**HOW TO COMPLETE THIS TASK**
From the data below, return the exact lines starting at the line containing "M693,31H694V54H693Z" and ending at the line containing "M597,939L601,961L576,965L572,943Z", both included, and nothing else.

**RECORDS TO PROCESS**
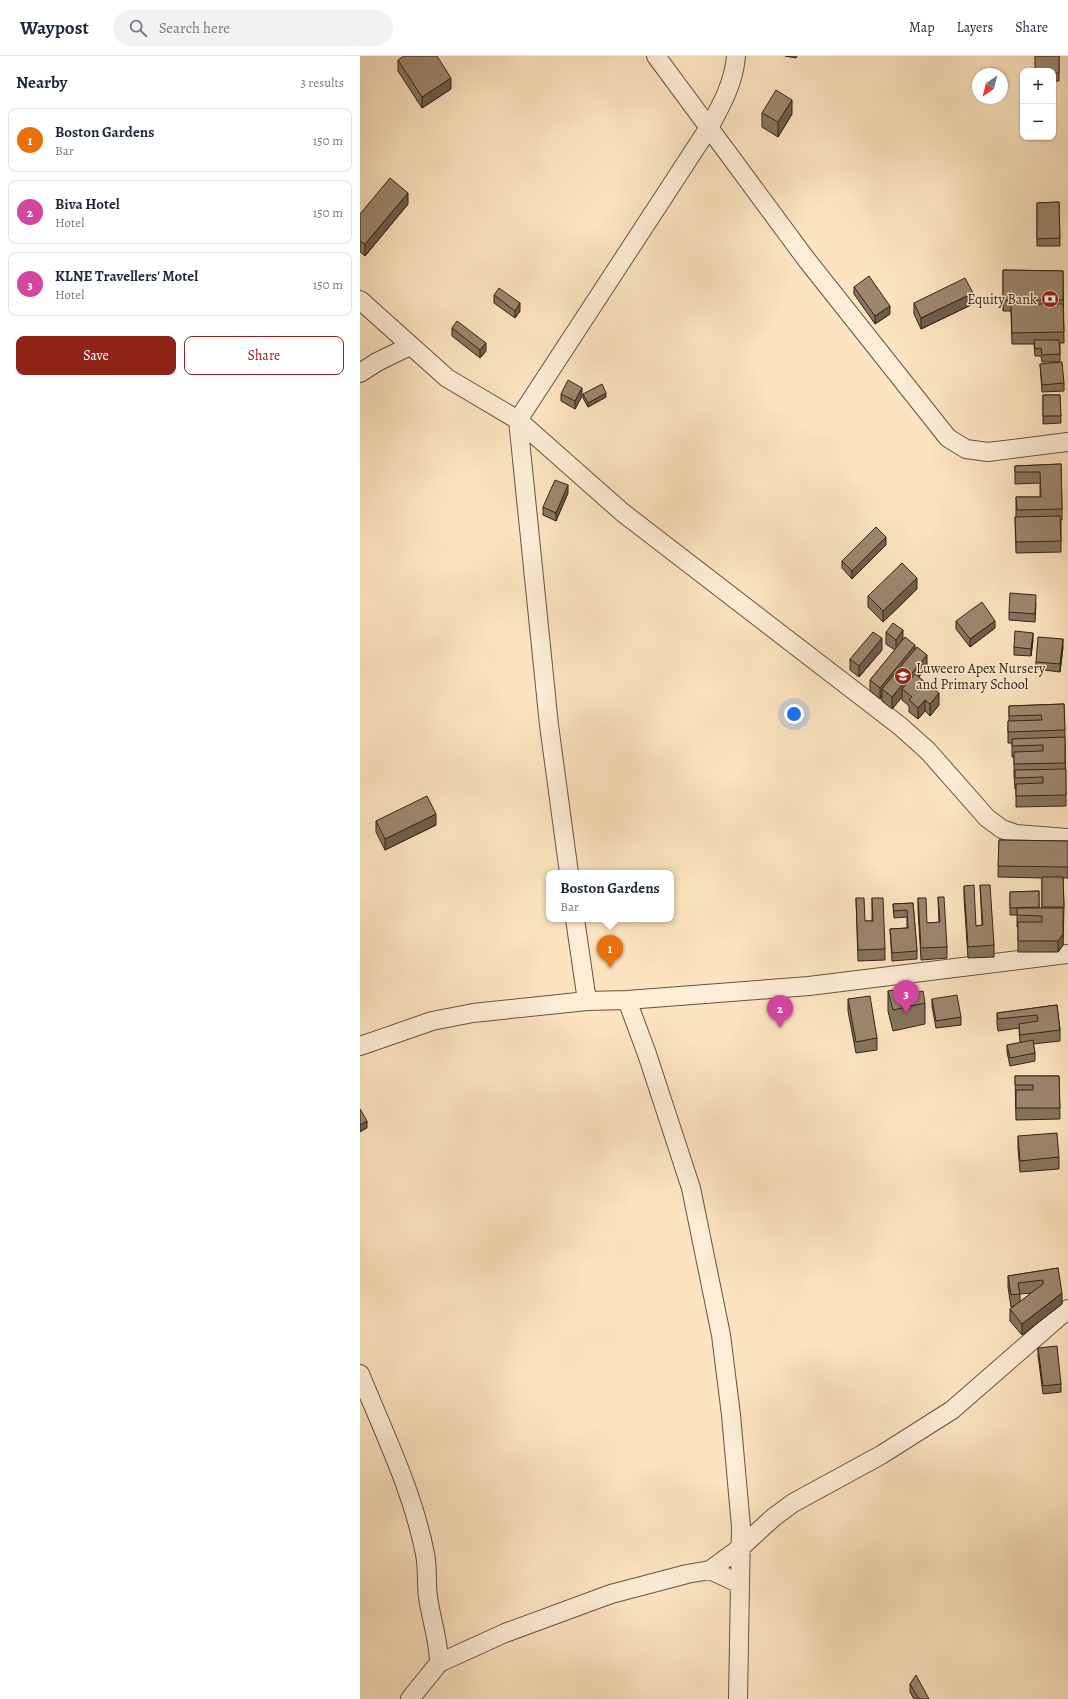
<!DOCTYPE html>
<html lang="en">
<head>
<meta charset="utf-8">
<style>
  body { margin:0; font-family:Alegreya,serif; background:#f2f2f3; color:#1f2937 }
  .controls { position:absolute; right:12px; top:12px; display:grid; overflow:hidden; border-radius:8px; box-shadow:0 1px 3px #0004 }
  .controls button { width:36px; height:36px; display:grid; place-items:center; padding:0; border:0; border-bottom:1px solid #e0e1e3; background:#fff; color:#1f2937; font:20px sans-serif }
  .compass { position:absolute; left:612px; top:12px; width:36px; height:36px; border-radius:50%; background:#fff; box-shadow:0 1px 3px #0004; rotate:215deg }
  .you { position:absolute; left:434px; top:658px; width:14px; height:14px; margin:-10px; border:3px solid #fff; border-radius:50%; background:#1a73e8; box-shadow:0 0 0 6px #1a73e833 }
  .badge { display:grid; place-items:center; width:26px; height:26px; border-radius:50%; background:#8f2418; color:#fff; font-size:13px; font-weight:700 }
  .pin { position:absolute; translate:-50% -33px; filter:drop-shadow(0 1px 2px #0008) }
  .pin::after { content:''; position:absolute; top:21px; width:14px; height:12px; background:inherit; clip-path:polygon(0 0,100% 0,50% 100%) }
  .popup { position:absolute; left:186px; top:814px; width:128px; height:52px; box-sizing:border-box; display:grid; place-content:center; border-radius:8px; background:#fff; filter:drop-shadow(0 1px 3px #0005); font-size:13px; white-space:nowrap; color:#747a83 }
  .popup b { font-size:15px; color:#1f2937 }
  .popup::after { content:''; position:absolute; left:50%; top:100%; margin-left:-8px; border:8px solid transparent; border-top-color:#fff }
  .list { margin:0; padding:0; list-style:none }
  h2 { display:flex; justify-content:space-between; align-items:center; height:52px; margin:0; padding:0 16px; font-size:17px }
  h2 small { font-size:13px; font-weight:400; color:#747a83 }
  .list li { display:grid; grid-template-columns:26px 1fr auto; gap:12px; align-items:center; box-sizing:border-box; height:64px; margin:0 8px 8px; padding:0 8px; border:1px solid #e0e1e3; border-radius:8px }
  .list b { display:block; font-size:15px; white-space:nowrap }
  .list p { margin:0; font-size:13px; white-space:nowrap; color:#747a83 }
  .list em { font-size:13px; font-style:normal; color:#747a83 }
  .actions { display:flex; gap:8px; padding:12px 16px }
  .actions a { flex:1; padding:9px 0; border:1px solid #8f2418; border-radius:8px; text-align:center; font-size:14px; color:#8f2418 }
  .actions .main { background:#8f2418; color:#fff }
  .icon { flex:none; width:22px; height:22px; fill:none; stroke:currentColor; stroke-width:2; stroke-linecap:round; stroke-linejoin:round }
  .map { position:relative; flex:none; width:708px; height:1643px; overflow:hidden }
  header { display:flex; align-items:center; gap:24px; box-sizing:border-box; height:56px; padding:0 20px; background:#fff; border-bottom:1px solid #e0e1e3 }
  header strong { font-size:19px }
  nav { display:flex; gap:22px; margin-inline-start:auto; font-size:14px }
  .search { width:280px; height:36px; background:#f2f2f3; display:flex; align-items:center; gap:10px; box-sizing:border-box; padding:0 14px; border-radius:22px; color:#747a83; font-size:15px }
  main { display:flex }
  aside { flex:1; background:#fff }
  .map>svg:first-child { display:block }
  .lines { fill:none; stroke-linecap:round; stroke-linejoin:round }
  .minor-casing { stroke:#675240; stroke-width:20 }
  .minor { stroke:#fdedd6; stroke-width:18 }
  .wall { fill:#86745f; stroke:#352215; fill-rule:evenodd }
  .shaded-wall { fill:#6d5e4d; stroke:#352215 }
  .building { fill:#9c876e; stroke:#352215 }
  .labels { text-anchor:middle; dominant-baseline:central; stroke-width:3; stroke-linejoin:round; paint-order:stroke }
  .poi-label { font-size:14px; fill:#352215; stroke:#fdedd6; text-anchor:end }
</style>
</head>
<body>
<header>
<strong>Waypost</strong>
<div class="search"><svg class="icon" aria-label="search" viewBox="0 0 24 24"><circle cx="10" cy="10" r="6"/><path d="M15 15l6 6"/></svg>Search here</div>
<nav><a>Map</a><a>Layers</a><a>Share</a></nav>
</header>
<main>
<aside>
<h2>Nearby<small>3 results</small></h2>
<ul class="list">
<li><span class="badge" style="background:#e8710a">1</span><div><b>Boston Gardens</b><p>Bar</p></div><em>150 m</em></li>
<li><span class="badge" style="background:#d1479c">2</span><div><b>Biva Hotel</b><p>Hotel</p></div><em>150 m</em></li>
<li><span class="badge" style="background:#d1479c">3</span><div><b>KLNE Travellers' Motel</b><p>Hotel</p></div><em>150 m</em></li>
</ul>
<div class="actions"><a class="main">Save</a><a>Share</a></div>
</aside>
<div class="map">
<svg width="708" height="1643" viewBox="0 0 708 1643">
  <rect width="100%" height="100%" fill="#fce4c0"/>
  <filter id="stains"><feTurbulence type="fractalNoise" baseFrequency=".005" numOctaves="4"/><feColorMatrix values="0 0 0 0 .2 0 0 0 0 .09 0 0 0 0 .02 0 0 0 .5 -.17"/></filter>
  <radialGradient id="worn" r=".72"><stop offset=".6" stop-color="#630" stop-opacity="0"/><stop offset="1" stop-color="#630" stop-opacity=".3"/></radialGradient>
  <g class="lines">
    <g class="minor-casing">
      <path id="minor" d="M296,0L446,203L588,382L606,393L628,396L708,386
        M0,244L87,322L158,364L262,456L540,670L568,695L627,762L642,773L656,778L708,782
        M0,317L17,306L50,290
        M209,817L189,669L158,364L350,70C362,48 374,26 376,0
        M215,863L227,945
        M267,944L287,998L331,1132L361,1279L371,1359L381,1471L378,1643
        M0,990L72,965L113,957L227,945L267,944L449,930L708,898
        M0,1318C24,1377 53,1436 65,1498C68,1512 66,1527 68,1541C71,1563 79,1585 79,1607
        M350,1514L380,1528
        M50,1643L79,1607L145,1577L251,1538L327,1518L350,1514L380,1492L414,1461L433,1447L521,1399L592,1354L708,1253"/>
    </g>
    <use href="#minor" class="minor"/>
  </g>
  <path class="wall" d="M425,0H437L436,2Z
    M699,0V25H693V15Z
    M38,4L91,33L62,52L38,15Z
    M693,31H694V62H693Z
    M402,57L432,58L418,81L402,71Z
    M699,146L700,190H677V147Z
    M48,148L5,200L0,196V158Z
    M643,214L703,215L704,287H700V306H682L681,300H675L674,288H652L651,255H643Z
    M494,231L530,258L515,268L494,238Z
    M134,239L160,255L155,262L134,247Z
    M554,247L613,248L561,273L554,258Z
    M92,272L126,295L120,302L92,280Z
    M680,308L704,327V335L682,336Z
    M201,338L222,340L215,353L201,345Z
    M223,338L246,341L228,351L223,342Z
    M683,339H700L701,367L683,368Z
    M701,408L702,453V464H701V496L656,497L655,461H656V441H680V427L655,428V410Z
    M208,437L196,465L183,459V451Z
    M526,489L492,523L482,512V505Z
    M557,533L523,566L508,551V540Z
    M676,547L675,566L649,564V556Z
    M596,565L635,572L610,591L596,573Z
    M526,576L543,585L555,594L567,610L559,621L579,649L570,660L565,655L558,663L549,656V650L542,644V641L532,653L522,645V640L520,643L510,635V624L535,594L526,588Z
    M673,584L671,600L654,599V591Z
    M703,591L700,616L676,613V606Z
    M522,594L499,621L490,614V603Z
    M704,648L705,681L706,750L656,751V733H655L654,719V701H652V687H648V665H649V650Z
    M16,765L76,769L25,794L16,776Z
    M639,784L708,785V822H703L704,851L703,889L698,896H658V871H657V859H650V836L679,835V852H682V822L638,821Z
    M620,829L634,889V901L608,902L604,841V830L616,870L622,869Z
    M578,841L587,891V902L561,904L558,854V842L567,867H579Z
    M496,842L505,865H512V842L525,893V904L498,905Z
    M553,847L557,895V903L532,905L530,873L547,872V861L534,862L533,848Z
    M528,935L554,937L565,947V968L533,975L528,955Z
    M488,943L517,982V994L496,997L488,955Z
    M572,943L601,961V969L576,972L572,950Z
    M697,949L700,974V985L673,988L675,997V1005L650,1010L647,996V989L660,987L659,972L638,975L637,968V957Z
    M655,1020H699L700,1063L656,1064Z
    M658,1080L699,1101V1113L660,1116L658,1092Z
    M698,1212L702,1248L662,1279L650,1265V1253L654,1250L651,1251L648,1231V1220ZM672,1237L660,1246V1238Z
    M678,1292L701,1328V1336L683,1338L678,1299Z
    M550,1628L569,1643H554L550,1636Z"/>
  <path class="shaded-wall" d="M91,22V33L62,52V41Z
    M432,44V58L418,81V66Z
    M48,137V148L5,200V188Z
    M613,237V248L561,273V262Z
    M160,247V255L155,262V255Z
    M530,250V258L515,268V260Z
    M126,287V295L120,302V294Z
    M222,332V340L215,353V345Z
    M246,337V341L228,351V347Z
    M208,429V437L196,465V457Z
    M526,481V489L492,523V515Z
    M557,522V533L523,566V555Z
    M635,565V572L610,591V583Z
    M543,574V586L536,595V584Z
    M673,577V584L671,600V593Z
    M522,582V594L499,621V610Z
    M703,583V591L700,616V608Z
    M555,589V601L522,633V640L520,643V632Z
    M567,599V610L546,636L542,633V641L532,653V641Z
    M579,637V649L570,660V648Z
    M565,644V655L558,663V652Z
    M76,758V769L25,794V783Z
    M703,878V889L698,896V885Z
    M7,1065V1072L0,1076V1069Z
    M702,1237V1248L662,1279V1268Z"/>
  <path class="building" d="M44,0H77L91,22L62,41L38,4Z
    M675,0H699V17H693V15H675Z
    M693,31H694V54H693Z
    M416,34L432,44L418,66L402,57Z
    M30,122L48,137L5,188L0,185V158Z
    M699,146L700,182L677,183V147Z
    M643,214L703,215V244H643Z
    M509,220L530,250L515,260L494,231Z
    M605,222L613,237L561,262L554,247Z
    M139,232L160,247L155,255L134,239Z
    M651,248H703L704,276L652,277Z
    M97,265L126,287L120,294L92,272Z
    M674,284H699L700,298L682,299L681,292L675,293Z
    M702,306L704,327L682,329L680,308Z
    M208,324L222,332L215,345L201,338Z
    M242,328L246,337L228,347L223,338Z
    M683,339H700L701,360H683Z
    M701,408L702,453L657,454L656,441H681L680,416H655V410Z
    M195,424L208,429L196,457L183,451Z
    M700,460L701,485L656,486L655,461Z
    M516,471L526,481L492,515L482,505Z
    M542,507L557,522L523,555L508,540Z
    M650,537L676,539L675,558L649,556Z
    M622,546L635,565L610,583L596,565Z
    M533,567L543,574L536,584L526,576Z
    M655,575L673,577L671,593L654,591Z
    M513,576L522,582L499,610L490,603Z
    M545,581L555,589L520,632L510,624Z
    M678,581L703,583L700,608L676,606Z
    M557,591L567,599L532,641L522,633Z
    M555,618L579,637L570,648L565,644L558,652L549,644L552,641L542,633Z
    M704,648L705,674L648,676V665L682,664L681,659L649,660V650Z
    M705,681V707L654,708V696L683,695V689L652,690V683Z
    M706,713V739L656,740V728L683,727V721L655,722V714Z
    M67,740L76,758L25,783L16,765Z
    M639,784L708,785V811L638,810Z
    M682,821H703L704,851H682Z
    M614,829L616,870L623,869L620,829H630L634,889L608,891L604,830Z
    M679,835V851L650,852V836Z
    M578,841H584L587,891L561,892L558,842H566L567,867L580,866Z
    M496,842H504L505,865H513L512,842H523L525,893L498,894Z
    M553,847L557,895L532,897L530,873L548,872L547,854L534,855L533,848Z
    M657,852H703V878L698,885H658V866H682V860L657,859Z
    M553,930L554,937L563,935L565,947L533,954L528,935Z
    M597,939L601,961L576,965L572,943Z
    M510,940L517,982L496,986L488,943Z
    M697,949L700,974L660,979L659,968L678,965L677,959L638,963L637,957Z
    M673,984L675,997L650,1002L647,989Z
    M655,1020H699L700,1052H656V1034H673V1029H655Z
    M0,1053L7,1065L0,1069Z
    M697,1077L699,1101L660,1105L658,1080Z
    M698,1212L702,1237L662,1268L650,1253L683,1228V1224L658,1227L660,1238L651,1239L648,1220Z
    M697,1290L701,1328L683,1330L678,1292Z
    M556,1619L569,1643H559L550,1628Z"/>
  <defs>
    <g id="bank-disc" transform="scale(0.9)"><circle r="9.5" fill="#8f2418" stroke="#fdedd6"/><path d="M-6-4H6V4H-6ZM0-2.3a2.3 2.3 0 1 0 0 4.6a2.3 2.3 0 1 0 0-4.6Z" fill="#fff"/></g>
    <g id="school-disc" transform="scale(0.9)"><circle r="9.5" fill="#8f2418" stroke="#fdedd6"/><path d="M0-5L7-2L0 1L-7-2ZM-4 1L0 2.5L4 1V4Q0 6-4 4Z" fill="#fff"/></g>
  </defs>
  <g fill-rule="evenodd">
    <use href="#bank-disc" x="690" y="243"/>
    <use href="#school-disc" x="543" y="620"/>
  </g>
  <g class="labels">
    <g class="poi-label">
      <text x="677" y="243">Equity Bank</text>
      <text x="556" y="612" text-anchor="start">Luweero Apex Nursery<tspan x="556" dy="16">and Primary School</tspan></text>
    </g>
  </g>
  <rect width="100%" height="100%" filter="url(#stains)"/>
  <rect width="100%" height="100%" fill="url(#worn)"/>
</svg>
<div class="controls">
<button>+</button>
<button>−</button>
</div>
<svg class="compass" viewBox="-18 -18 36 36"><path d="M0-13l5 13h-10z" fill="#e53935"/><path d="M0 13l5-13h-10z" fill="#747a83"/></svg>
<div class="you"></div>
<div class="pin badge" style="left:250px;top:912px;background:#e8710a">1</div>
<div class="popup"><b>Boston Gardens</b>Bar</div>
<div class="pin badge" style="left:420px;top:972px;background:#d1479c">2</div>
<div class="pin badge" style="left:546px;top:957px;background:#d1479c">3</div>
</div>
</main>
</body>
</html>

**RESPONSE TO THE EXERCISE**
    M693,31H694V54H693Z
    M416,34L432,44L418,66L402,57Z
    M30,122L48,137L5,188L0,185V158Z
    M699,146L700,182L677,183V147Z
    M643,214L703,215V244H643Z
    M509,220L530,250L515,260L494,231Z
    M605,222L613,237L561,262L554,247Z
    M139,232L160,247L155,255L134,239Z
    M651,248H703L704,276L652,277Z
    M97,265L126,287L120,294L92,272Z
    M674,284H699L700,298L682,299L681,292L675,293Z
    M702,306L704,327L682,329L680,308Z
    M208,324L222,332L215,345L201,338Z
    M242,328L246,337L228,347L223,338Z
    M683,339H700L701,360H683Z
    M701,408L702,453L657,454L656,441H681L680,416H655V410Z
    M195,424L208,429L196,457L183,451Z
    M700,460L701,485L656,486L655,461Z
    M516,471L526,481L492,515L482,505Z
    M542,507L557,522L523,555L508,540Z
    M650,537L676,539L675,558L649,556Z
    M622,546L635,565L610,583L596,565Z
    M533,567L543,574L536,584L526,576Z
    M655,575L673,577L671,593L654,591Z
    M513,576L522,582L499,610L490,603Z
    M545,581L555,589L520,632L510,624Z
    M678,581L703,583L700,608L676,606Z
    M557,591L567,599L532,641L522,633Z
    M555,618L579,637L570,648L565,644L558,652L549,644L552,641L542,633Z
    M704,648L705,674L648,676V665L682,664L681,659L649,660V650Z
    M705,681V707L654,708V696L683,695V689L652,690V683Z
    M706,713V739L656,740V728L683,727V721L655,722V714Z
    M67,740L76,758L25,783L16,765Z
    M639,784L708,785V811L638,810Z
    M682,821H703L704,851H682Z
    M614,829L616,870L623,869L620,829H630L634,889L608,891L604,830Z
    M679,835V851L650,852V836Z
    M578,841H584L587,891L561,892L558,842H566L567,867L580,866Z
    M496,842H504L505,865H513L512,842H523L525,893L498,894Z
    M553,847L557,895L532,897L530,873L548,872L547,854L534,855L533,848Z
    M657,852H703V878L698,885H658V866H682V860L657,859Z
    M553,930L554,937L563,935L565,947L533,954L528,935Z
    M597,939L601,961L576,965L572,943Z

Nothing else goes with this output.